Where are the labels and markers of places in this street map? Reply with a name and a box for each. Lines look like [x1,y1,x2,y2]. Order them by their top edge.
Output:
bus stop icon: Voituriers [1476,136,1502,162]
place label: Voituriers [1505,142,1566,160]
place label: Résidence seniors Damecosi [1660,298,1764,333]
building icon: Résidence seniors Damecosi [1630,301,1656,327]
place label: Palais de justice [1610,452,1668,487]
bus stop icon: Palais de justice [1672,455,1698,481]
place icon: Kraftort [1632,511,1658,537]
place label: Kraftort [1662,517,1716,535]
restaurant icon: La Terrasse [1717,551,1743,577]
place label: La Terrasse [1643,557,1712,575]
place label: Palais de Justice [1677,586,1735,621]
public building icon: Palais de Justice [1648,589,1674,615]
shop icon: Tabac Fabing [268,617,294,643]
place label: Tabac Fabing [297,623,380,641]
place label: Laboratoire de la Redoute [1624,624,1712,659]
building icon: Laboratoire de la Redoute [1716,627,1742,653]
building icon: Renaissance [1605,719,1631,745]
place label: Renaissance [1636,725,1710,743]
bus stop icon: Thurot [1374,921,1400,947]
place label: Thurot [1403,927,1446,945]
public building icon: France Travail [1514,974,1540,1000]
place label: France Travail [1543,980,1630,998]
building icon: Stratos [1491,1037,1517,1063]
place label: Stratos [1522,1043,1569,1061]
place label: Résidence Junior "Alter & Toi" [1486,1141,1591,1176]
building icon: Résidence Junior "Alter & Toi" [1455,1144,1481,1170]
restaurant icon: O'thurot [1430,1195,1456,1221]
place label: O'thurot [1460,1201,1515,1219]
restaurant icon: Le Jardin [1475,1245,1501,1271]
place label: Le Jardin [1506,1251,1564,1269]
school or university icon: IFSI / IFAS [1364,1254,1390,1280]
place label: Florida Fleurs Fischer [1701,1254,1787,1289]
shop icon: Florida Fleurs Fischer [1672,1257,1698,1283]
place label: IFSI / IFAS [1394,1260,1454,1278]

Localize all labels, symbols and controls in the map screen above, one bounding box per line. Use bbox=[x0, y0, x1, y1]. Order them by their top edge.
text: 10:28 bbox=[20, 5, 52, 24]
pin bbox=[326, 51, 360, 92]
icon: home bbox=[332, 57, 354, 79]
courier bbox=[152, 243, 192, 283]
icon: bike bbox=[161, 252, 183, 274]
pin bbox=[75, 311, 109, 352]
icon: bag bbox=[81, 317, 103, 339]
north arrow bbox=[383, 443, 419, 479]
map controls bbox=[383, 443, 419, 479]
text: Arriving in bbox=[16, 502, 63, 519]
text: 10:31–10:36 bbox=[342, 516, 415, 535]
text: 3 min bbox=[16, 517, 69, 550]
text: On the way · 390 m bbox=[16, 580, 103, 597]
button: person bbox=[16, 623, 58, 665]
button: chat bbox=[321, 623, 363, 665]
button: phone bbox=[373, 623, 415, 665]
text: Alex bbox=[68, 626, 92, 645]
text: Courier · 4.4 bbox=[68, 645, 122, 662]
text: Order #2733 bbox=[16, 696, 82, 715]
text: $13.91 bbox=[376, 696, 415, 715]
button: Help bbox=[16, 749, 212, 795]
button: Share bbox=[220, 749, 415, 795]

(Work to be completed) Wherever "IFSI" turns up in the records, copy the whole line.

(Output below)
school or university icon: IFSI / IFAS [1364,1254,1390,1280]
place label: IFSI / IFAS [1394,1260,1454,1278]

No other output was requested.